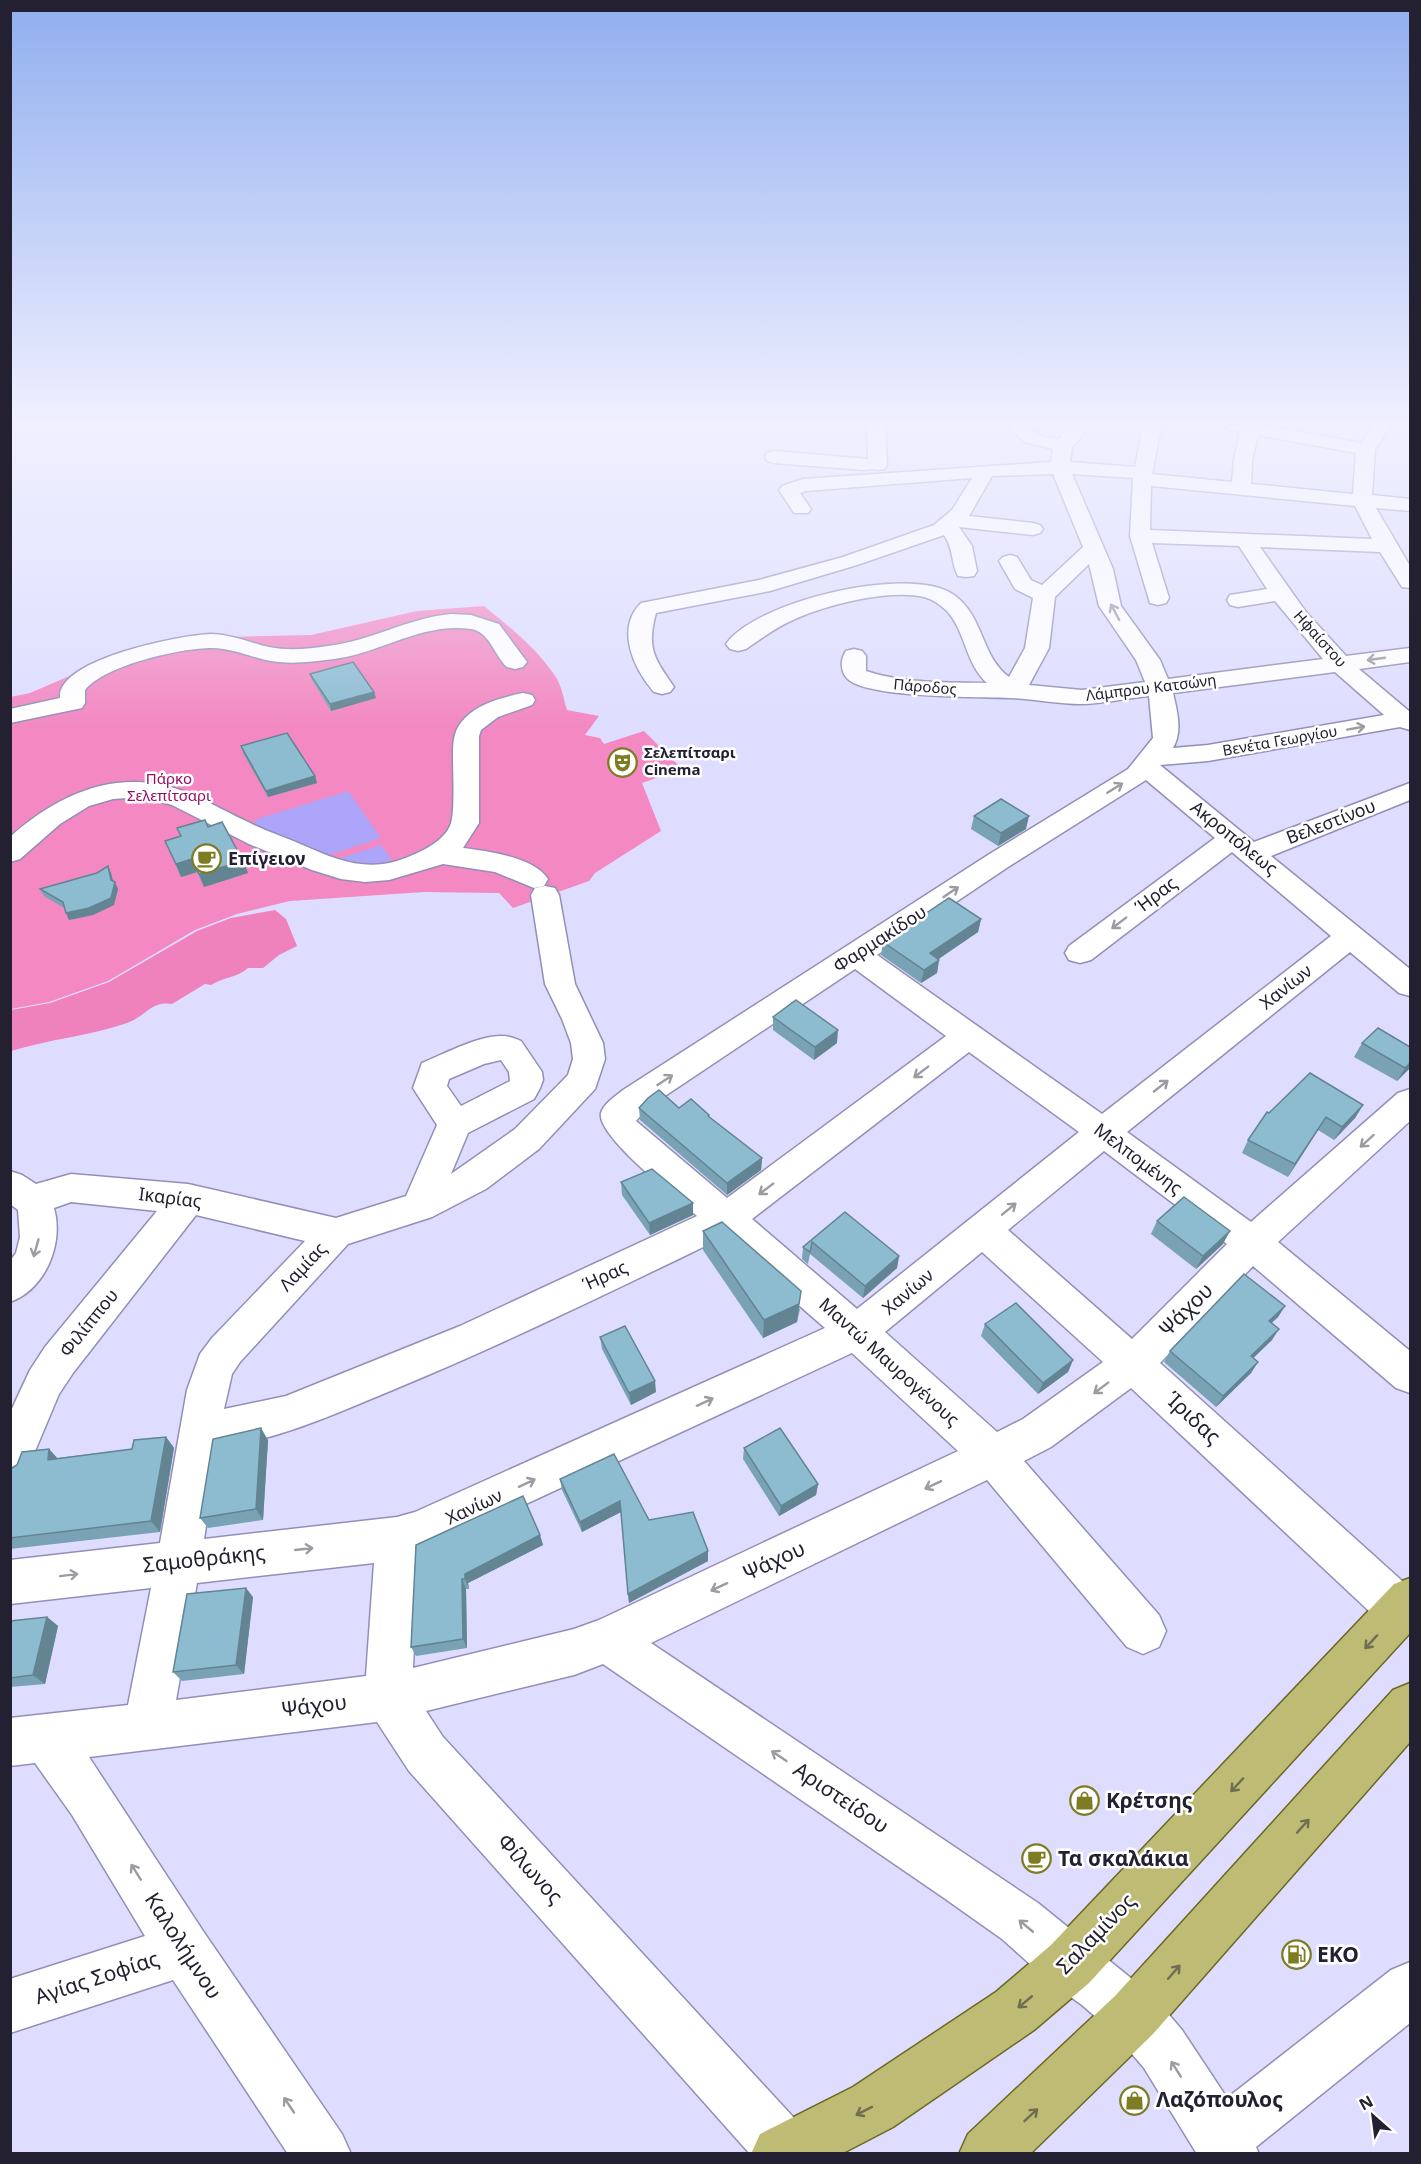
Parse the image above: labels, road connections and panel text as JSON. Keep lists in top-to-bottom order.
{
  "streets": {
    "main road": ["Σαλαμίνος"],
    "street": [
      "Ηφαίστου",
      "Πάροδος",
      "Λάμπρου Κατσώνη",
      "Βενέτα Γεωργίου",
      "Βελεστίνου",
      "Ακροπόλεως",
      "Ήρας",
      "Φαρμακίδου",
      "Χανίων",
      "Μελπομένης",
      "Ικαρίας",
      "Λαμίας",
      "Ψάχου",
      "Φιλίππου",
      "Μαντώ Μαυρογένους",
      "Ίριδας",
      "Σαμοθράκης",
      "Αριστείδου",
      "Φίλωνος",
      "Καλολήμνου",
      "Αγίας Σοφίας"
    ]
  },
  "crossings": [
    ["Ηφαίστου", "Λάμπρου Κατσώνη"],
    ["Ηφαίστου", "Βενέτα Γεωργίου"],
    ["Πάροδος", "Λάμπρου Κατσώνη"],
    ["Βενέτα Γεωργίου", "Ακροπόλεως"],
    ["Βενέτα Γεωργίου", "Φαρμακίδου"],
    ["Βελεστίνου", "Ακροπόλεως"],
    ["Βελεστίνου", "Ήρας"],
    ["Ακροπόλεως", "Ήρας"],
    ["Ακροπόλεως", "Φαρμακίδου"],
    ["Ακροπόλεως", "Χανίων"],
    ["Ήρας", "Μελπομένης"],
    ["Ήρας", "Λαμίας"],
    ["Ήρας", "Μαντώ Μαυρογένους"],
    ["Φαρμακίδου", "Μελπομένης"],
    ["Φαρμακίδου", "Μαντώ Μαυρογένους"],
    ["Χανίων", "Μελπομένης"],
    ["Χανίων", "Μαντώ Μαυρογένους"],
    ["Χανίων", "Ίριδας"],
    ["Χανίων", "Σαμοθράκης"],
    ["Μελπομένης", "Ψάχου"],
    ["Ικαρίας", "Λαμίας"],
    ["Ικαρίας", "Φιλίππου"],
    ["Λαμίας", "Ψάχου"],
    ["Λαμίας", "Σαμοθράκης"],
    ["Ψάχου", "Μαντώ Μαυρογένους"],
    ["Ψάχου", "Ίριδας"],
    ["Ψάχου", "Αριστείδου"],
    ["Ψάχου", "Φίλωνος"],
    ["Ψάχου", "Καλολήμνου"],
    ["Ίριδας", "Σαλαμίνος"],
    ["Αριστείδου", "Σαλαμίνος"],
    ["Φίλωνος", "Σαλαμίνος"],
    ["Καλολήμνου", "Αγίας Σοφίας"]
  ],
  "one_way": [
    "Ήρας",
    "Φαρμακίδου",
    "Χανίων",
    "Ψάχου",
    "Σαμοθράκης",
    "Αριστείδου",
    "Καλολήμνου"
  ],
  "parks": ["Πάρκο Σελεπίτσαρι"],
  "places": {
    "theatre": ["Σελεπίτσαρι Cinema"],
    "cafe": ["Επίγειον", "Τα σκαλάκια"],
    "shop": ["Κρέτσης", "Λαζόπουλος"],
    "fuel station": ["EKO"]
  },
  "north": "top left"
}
::::::::
### WORK ITEM
Set down, word for word, the full listing above, and carry over no pictures.

### TASK OUTPUT
Parse the image above: labels, road connections and panel text as JSON. Keep lists in top-to-bottom order.
{
  "streets": {
    "main road": ["Σαλαμίνος"],
    "street": [
      "Ηφαίστου",
      "Πάροδος",
      "Λάμπρου Κατσώνη",
      "Βενέτα Γεωργίου",
      "Βελεστίνου",
      "Ακροπόλεως",
      "Ήρας",
      "Φαρμακίδου",
      "Χανίων",
      "Μελπομένης",
      "Ικαρίας",
      "Λαμίας",
      "Ψάχου",
      "Φιλίππου",
      "Μαντώ Μαυρογένους",
      "Ίριδας",
      "Σαμοθράκης",
      "Αριστείδου",
      "Φίλωνος",
      "Καλολήμνου",
      "Αγίας Σοφίας"
    ]
  },
  "crossings": [
    ["Ηφαίστου", "Λάμπρου Κατσώνη"],
    ["Ηφαίστου", "Βενέτα Γεωργίου"],
    ["Πάροδος", "Λάμπρου Κατσώνη"],
    ["Βενέτα Γεωργίου", "Ακροπόλεως"],
    ["Βενέτα Γεωργίου", "Φαρμακίδου"],
    ["Βελεστίνου", "Ακροπόλεως"],
    ["Βελεστίνου", "Ήρας"],
    ["Ακροπόλεως", "Ήρας"],
    ["Ακροπόλεως", "Φαρμακίδου"],
    ["Ακροπόλεως", "Χανίων"],
    ["Ήρας", "Μελπομένης"],
    ["Ήρας", "Λαμίας"],
    ["Ήρας", "Μαντώ Μαυρογένους"],
    ["Φαρμακίδου", "Μελπομένης"],
    ["Φαρμακίδου", "Μαντώ Μαυρογένους"],
    ["Χανίων", "Μελπομένης"],
    ["Χανίων", "Μαντώ Μαυρογένους"],
    ["Χανίων", "Ίριδας"],
    ["Χανίων", "Σαμοθράκης"],
    ["Μελπομένης", "Ψάχου"],
    ["Ικαρίας", "Λαμίας"],
    ["Ικαρίας", "Φιλίππου"],
    ["Λαμίας", "Ψάχου"],
    ["Λαμίας", "Σαμοθράκης"],
    ["Ψάχου", "Μαντώ Μαυρογένους"],
    ["Ψάχου", "Ίριδας"],
    ["Ψάχου", "Αριστείδου"],
    ["Ψάχου", "Φίλωνος"],
    ["Ψάχου", "Καλολήμνου"],
    ["Ίριδας", "Σαλαμίνος"],
    ["Αριστείδου", "Σαλαμίνος"],
    ["Φίλωνος", "Σαλαμίνος"],
    ["Καλολήμνου", "Αγίας Σοφίας"]
  ],
  "one_way": [
    "Ήρας",
    "Φαρμακίδου",
    "Χανίων",
    "Ψάχου",
    "Σαμοθράκης",
    "Αριστείδου",
    "Καλολήμνου"
  ],
  "parks": ["Πάρκο Σελεπίτσαρι"],
  "places": {
    "theatre": ["Σελεπίτσαρι Cinema"],
    "cafe": ["Επίγειον", "Τα σκαλάκια"],
    "shop": ["Κρέτσης", "Λαζόπουλος"],
    "fuel station": ["EKO"]
  },
  "north": "top left"
}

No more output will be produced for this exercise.